Collected data entries
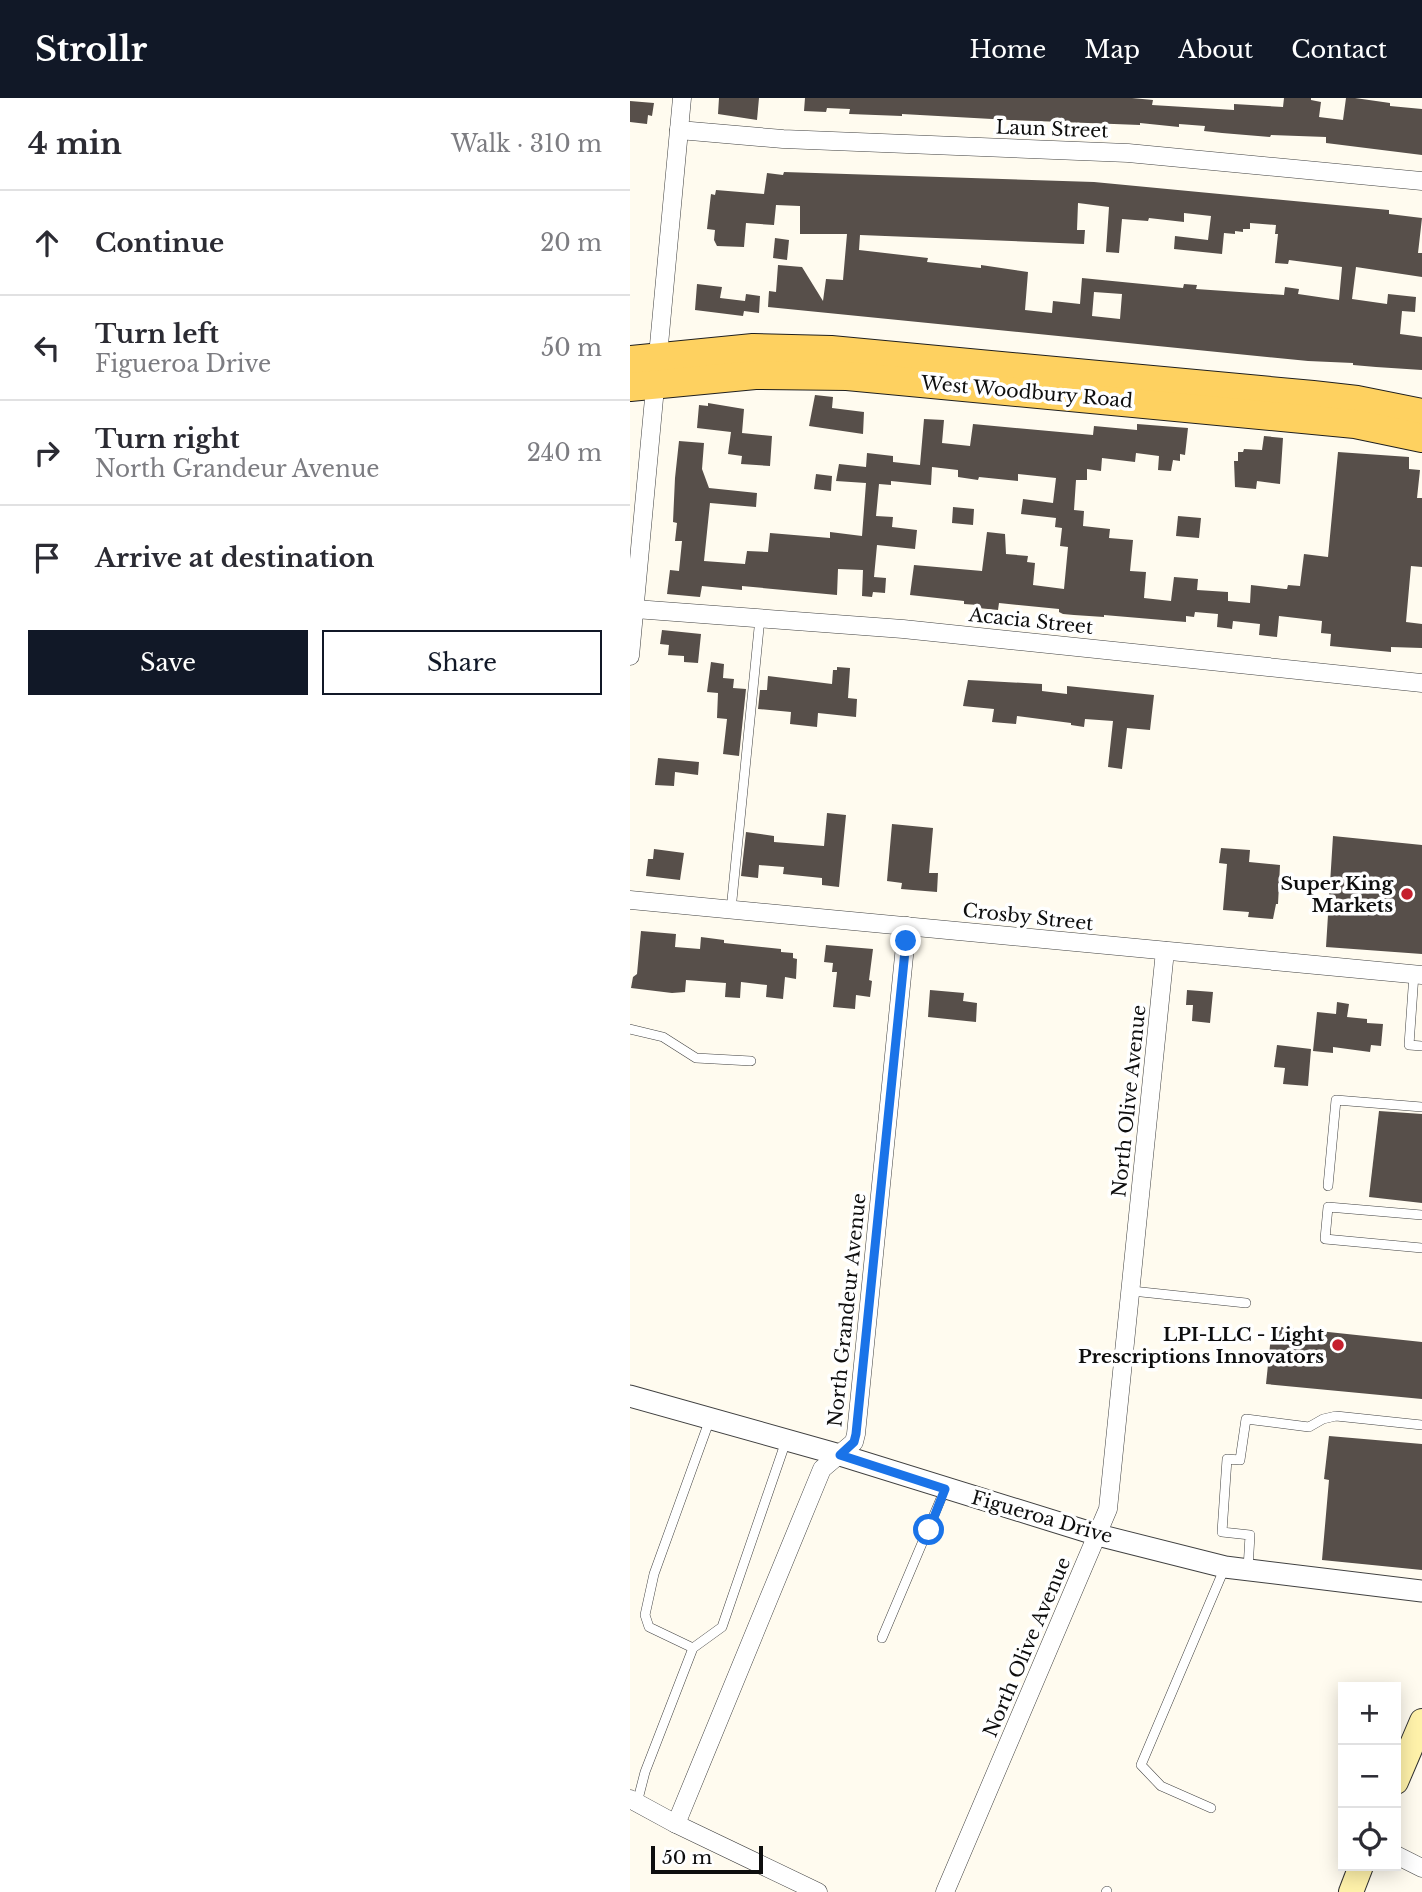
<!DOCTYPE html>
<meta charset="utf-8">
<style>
:root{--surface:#fff;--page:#f2f2f3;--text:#2b2b33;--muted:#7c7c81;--line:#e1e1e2;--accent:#111827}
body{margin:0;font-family:"Libre Baskerville",serif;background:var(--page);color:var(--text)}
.controls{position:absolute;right:21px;bottom:21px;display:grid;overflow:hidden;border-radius:0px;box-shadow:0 4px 18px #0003}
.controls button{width:63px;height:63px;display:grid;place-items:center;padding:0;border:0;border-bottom:2px solid var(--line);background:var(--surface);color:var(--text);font:35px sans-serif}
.scale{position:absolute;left:21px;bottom:18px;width:112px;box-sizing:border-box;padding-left:7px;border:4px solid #0e0e0e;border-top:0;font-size:19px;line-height:24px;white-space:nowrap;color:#0e0e0e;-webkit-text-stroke:5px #fff;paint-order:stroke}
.stop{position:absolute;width:21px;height:21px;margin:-16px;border:5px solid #1a73e8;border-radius:50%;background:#fff}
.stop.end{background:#1a73e8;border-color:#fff;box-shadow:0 2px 7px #0008}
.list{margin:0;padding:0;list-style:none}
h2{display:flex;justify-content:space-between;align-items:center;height:91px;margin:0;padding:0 28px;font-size:30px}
h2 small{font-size:23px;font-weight:400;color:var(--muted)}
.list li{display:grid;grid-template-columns:46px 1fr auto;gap:21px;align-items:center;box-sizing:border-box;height:105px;padding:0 28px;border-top:2px solid var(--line)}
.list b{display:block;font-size:26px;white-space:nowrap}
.list p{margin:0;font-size:23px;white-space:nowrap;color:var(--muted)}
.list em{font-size:23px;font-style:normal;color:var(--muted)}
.actions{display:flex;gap:14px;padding:21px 28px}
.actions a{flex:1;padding:16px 0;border:2px solid var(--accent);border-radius:0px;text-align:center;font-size:24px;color:var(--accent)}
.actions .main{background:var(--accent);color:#fff}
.icon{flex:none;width:38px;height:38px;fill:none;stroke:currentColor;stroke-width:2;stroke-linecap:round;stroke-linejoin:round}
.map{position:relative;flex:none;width:792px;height:1794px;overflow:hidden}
header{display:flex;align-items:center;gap:42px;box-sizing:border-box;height:98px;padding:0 35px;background:var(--accent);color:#fff}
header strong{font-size:33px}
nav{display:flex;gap:38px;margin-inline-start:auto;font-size:24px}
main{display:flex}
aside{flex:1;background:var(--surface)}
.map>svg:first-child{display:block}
</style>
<header>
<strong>Strollr</strong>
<nav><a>Home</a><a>Map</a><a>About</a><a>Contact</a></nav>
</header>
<main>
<aside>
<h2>4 min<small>Walk · 310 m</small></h2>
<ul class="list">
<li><svg class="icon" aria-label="ahead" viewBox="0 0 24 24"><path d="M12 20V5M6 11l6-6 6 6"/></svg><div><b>Continue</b></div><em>20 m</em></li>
<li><svg class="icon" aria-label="left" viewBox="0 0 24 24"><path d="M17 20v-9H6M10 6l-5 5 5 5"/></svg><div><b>Turn left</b><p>Figueroa Drive</p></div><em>50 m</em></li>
<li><svg class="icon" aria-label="right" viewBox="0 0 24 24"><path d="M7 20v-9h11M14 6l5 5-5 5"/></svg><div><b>Turn right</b><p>North Grandeur Avenue</p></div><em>240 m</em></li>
<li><svg class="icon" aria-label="arrive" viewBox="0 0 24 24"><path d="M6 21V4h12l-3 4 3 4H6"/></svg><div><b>Arrive at destination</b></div></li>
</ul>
<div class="actions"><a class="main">Save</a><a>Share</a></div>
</aside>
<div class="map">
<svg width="792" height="1794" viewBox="0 0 792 1794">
<rect width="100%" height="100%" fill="#fffbef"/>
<g fill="#574f4a" fill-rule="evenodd">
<path d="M89,0H129L127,22L88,16Z"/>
<path d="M175,0H502L523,2L522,7L604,12V6L653,9L654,0H681V2L691,4L689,19L713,22L716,0H725L760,5V8L792,11V57L696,45V39L641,37L640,39L592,35L574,33L575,28L549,26V29L510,25V27L380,22L272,16V18L219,16L220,11L197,10L196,14L174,13Z"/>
<path d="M0,3L24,5L22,18L18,17L17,26L0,24Z"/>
<path d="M154,74L464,84L759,112V116L792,120L788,155H792V179L726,169L722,201L757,206L758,196L786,199L785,214L772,213L770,236L792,239V272L746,269L723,267V265L678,263L138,209L139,193L146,194L148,167L172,169L193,203L196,181L213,182L217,136H170V108L146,107L144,127L116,125L114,149L87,148L84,142L85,132L77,131L81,96L85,97L86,92L134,96L137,75L153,77ZM448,105L479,109L476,154L489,155L492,121L518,123L519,120L554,124V115L581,118L578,142L545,138L544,151L592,156L594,135L605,136V133L613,134V131H620V125L646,127L645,136H648L645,165L658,166L659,162L712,169L709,202L668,196L669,191L655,189L654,197L566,191L567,187L554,186L553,190L452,180L450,206L423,203L422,215L395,212L398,174L351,167V170L297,164L298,160L229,152L230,137L454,146L455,132H447ZM464,194L492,196L490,221L462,218Z"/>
<path d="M145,140L159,142L157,162L143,160Z"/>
<path d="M67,186L92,189L90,200L115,203L116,196L130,198L129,215L114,213L113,218L65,212Z"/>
<path d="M185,297L203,299L202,310L234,314L233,336L179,328Z"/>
<path d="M78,305L114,311L112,335L142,338L140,368L111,366L112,358L98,356L101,334L67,330L69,307L78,308Z"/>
<path d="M294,321L314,322L312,345L340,348L343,326L463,337L464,328L507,332V326L558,330L555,357L550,356V363L543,362L541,373L528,372L529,358L506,355L505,364L472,360L471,373L457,371V382H446L444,412L454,413L453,428L480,431L479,440L503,442L500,473L516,474L514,500L541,503L544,479L568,481L567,492L598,494V503L620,505L621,487L655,491H657L658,487L670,488L674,456L698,459L708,354L779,359V371L790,372L787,400H792V469L781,468L776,524L792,526V550L761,549V554L700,548L701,536L691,535L692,523L649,518L647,539L629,537L630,526L603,523L602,531L587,529L588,516L565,514L564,519L556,518V524L474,517V519L444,517L433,516L429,514V511L369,505L368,512L348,510V507L334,506V503L280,497L284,467L352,473L357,434L375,436L376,456L398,458L397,464L405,465L403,487L434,491L438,449L430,448L432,430L425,429L426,420L391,416L393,401L423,405L426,380L388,376V383L349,379L348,382L328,379V372L302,369L301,387L261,383V387L249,386L246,418L263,419L262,429L287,432L285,451L247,447L244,479L256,480L255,495L243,494L242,499L232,498L233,472L208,471L207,497L112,488V492L72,488L70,499L37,496L40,472L49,473L52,443H45L47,425L43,424L45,380L49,343L74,345L72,371L79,390L127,395L126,409L80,405L74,463L115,466L117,453L138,454L140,435L200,440V434L232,438L236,385L206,383L209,366L236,369L237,355L263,358V364L290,367Z"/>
<path d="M634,338L653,340L650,386L627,383L626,391L605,389L604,363H608V354H613L614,351L632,352Z"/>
<path d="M186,376L202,378L201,393L184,391Z"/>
<path d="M323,409L344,411L343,427L322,425Z"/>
<path d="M548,418L571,420L569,440L546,438Z"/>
<path d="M32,532L71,536L68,565L54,564V558L38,557L39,547L30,546Z"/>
<path d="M81,564L94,566L93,580L104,581L103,590L116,591L109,658L93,656L97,621L87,620L88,595L77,594Z"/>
<path d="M207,569L220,570L218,600L227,601L226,619L188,615L187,629L160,626L161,614L128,611L130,592H137L138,578L202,586L203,572H207Z"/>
<path d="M338,582L412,586V593L437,596V588L524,597L520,632L497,630L492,671L478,669L483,623L455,621L454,629L441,627V625L387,618L386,626L362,624L364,611L333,608Z"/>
<path d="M28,660L69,664L68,677L45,674L44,688L25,687Z"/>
<path d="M197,715L216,717L209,789L192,787V780L153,776L154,769L129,767L128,780L111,778L116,734L144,738V744L194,748Z"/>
<path d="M262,726L303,730L299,775H308L307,794L271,791L272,785L257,783Z"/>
<path d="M703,738L792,747V856L696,849Z"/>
<path d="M591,750L620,752L619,764L650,767L648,806H646L643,821L618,819L619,814L593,812L597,766L589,765Z"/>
<path d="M24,751L54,755L50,782L16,778L18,761H23Z"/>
<path d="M11,833L46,836L45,849L70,851L71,839L94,842V845L151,851V854L163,855V860L167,861L166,881L155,879L153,901L136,899L137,887L111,884L110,900L95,899L96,885L56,882L55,894L42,895L1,890L3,879L7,876Z"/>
<path d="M196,847L243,851L239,882L242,883L240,899L226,897L225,911L203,909L207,874H202L203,865L194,864Z"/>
<path d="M300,892L334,895L333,903L347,905L346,924L298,919Z"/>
<path d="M557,892L583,894L580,925L562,923L563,907H556Z"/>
<path d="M707,904L719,906L717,919L737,921V925L753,926L751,948L741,947L740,954L703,949V955L683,953L687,914L706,916Z"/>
<path d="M647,947L681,951L678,988L653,986L655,970L644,969Z"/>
<path d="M749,1013L792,1016V1105L739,1099Z"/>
<path d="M642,1228L792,1244V1301L636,1286Z"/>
<path d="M699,1338L792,1346V1472L692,1462L699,1382L694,1381Z"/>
</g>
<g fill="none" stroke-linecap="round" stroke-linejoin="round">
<defs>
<g id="service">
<path d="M101,812L130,520"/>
<path d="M784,876L779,947L792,948"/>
<path d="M0,931L33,939L66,960L121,963"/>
<path d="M698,1088L706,1002L792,1009"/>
<path d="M792,1117L698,1109L695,1141L792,1150"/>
<path d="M502,1193L616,1205"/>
<path d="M618,1471L620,1437L592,1434L597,1361L610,1362L616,1321L679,1329L693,1321L706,1318L792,1327"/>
<path d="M252,1540L315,1391"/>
<path d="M63,1550L19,1529L15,1517L24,1476L80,1321"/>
<path d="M7,1705L15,1674L63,1550L92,1529L156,1343"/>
<path d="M581,1710L531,1688L511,1667L595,1469"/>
<path d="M476,1794L477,1793"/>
</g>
<g id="minor">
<path d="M49,32L153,41L498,55L792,83"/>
<path d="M5,511L273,531L792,585"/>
<path d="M0,558L52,0"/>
<path d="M0,802L792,877"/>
<path d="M0,1701L46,1726L188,1794"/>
<path d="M46,1726L192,1371L224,1344L226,1336L277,828"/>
<path d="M766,1757L792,1770"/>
<path d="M315,1794L478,1411L535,853"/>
</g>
<path id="tertiary" d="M0,1298L210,1357L468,1437L595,1469L792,1493"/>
<g id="secondary">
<path d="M766,1684L792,1623"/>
<path d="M721,1794L731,1768"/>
</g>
<g id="primary">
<path d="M0,262L123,250L201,252L683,297L727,302L792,315"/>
<path d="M0,289L125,277L217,278L725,326L792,340"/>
</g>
</defs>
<use href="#service" stroke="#414141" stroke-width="10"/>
<use href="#minor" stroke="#414141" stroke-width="19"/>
<use href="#tertiary" stroke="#414141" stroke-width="23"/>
<use href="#secondary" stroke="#303030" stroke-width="26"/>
<use href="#primary" stroke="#1f1f1f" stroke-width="30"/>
<use href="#service" stroke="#fff" stroke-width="9"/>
<use href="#minor" stroke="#fff" stroke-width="18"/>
<use href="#tertiary" stroke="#fff" stroke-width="21"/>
<use href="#secondary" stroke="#fff2aa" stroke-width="24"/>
<use href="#primary" stroke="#fed160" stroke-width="28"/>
</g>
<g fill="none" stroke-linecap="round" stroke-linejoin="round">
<path stroke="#1a73e8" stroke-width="9" d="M276,843L226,1336L224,1344L210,1357L315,1391L299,1432"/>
</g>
<g fill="#c5202e" stroke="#fff" stroke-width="2.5">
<circle cx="777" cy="796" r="7"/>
<circle cx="708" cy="1247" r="7"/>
</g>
<g text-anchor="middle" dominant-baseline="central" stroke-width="7" stroke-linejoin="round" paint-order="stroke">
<g font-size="19" fill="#0e0e0e" stroke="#fff">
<text transform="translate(422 31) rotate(2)">Laun Street</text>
<text transform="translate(397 294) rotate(5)">West Woodbury Road</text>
<text transform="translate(401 523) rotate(6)">Acacia Street</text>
<text transform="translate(398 819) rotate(6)">Crosby Street</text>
<text transform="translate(499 1003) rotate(-84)">North Olive Avenue</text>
<text transform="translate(217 1212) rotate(-84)">North Grandeur Avenue</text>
<text transform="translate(412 1419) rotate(16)">Figueroa Drive</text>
<text transform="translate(397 1549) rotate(-67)">North Olive Avenue</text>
</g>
<g font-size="19" font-weight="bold" fill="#0e0e0e" stroke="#fff" text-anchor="end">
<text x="763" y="785">Super King<tspan x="763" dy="22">Markets</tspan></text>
<text x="694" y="1236">LPI-LLC - Light<tspan x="694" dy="22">Prescriptions Innovators</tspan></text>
</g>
</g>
</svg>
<div class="controls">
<button>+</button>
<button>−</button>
<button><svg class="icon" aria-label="locate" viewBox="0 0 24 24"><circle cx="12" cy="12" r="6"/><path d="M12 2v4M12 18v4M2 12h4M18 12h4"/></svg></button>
</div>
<div class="scale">50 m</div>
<div class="stop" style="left:299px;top:1432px"></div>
<div class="stop end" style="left:276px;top:843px"></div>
</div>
</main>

YOUR TASK: For the string "grid", give the number of lines in the entries that contain it, with no other words.

OUTPUT OF THE EXERCISE: 3